◆ **WORK INSTRUCTION**
The material below should be copied line for line, please, with pictures omitted.

◆ **MATERIAL PROVIDED**
-------------------------
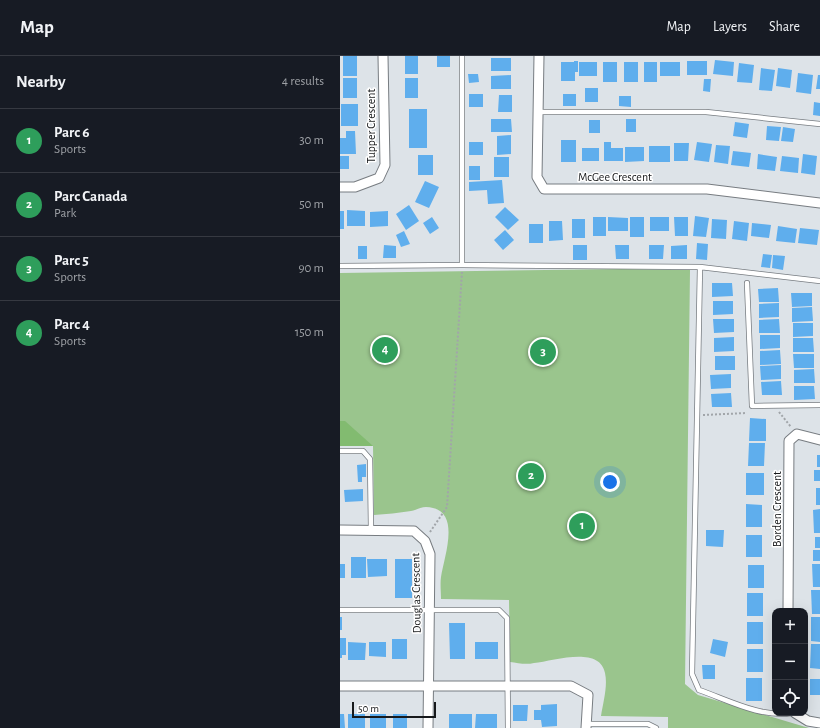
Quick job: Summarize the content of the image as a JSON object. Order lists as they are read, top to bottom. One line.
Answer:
{"streets":{"street":["Tupper Crescent","McGee Crescent","Borden Crescent","Douglas Crescent"]},"scale_bar":"50 m","page":{"header":"Map","nav":["Map","Layers","Share"],"heading":["Nearby","4 results"],"list":[{"mark":"1","name":"Parc 6","note":"Sports","value":"30 m"},{"mark":"2","name":"Parc Canada","note":"Park","value":"50 m"},{"mark":"3","name":"Parc 5","note":"Sports","value":"90 m"},{"mark":"4","name":"Parc 4","note":"Sports","value":"150 m"}],"pins":["4","3","2","1"],"map_buttons":["+","−"],"scale":"50 m"}}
-------------------------
◆ **THE ANSWER**
Quick job: Summarize the content of the image as a JSON object. Order lists as they are read, top to bottom. One line.
Answer:
{"streets":{"street":["Tupper Crescent","McGee Crescent","Borden Crescent","Douglas Crescent"]},"scale_bar":"50 m","page":{"header":"Map","nav":["Map","Layers","Share"],"heading":["Nearby","4 results"],"list":[{"mark":"1","name":"Parc 6","note":"Sports","value":"30 m"},{"mark":"2","name":"Parc Canada","note":"Park","value":"50 m"},{"mark":"3","name":"Parc 5","note":"Sports","value":"90 m"},{"mark":"4","name":"Parc 4","note":"Sports","value":"150 m"}],"pins":["4","3","2","1"],"map_buttons":["+","−"],"scale":"50 m"}}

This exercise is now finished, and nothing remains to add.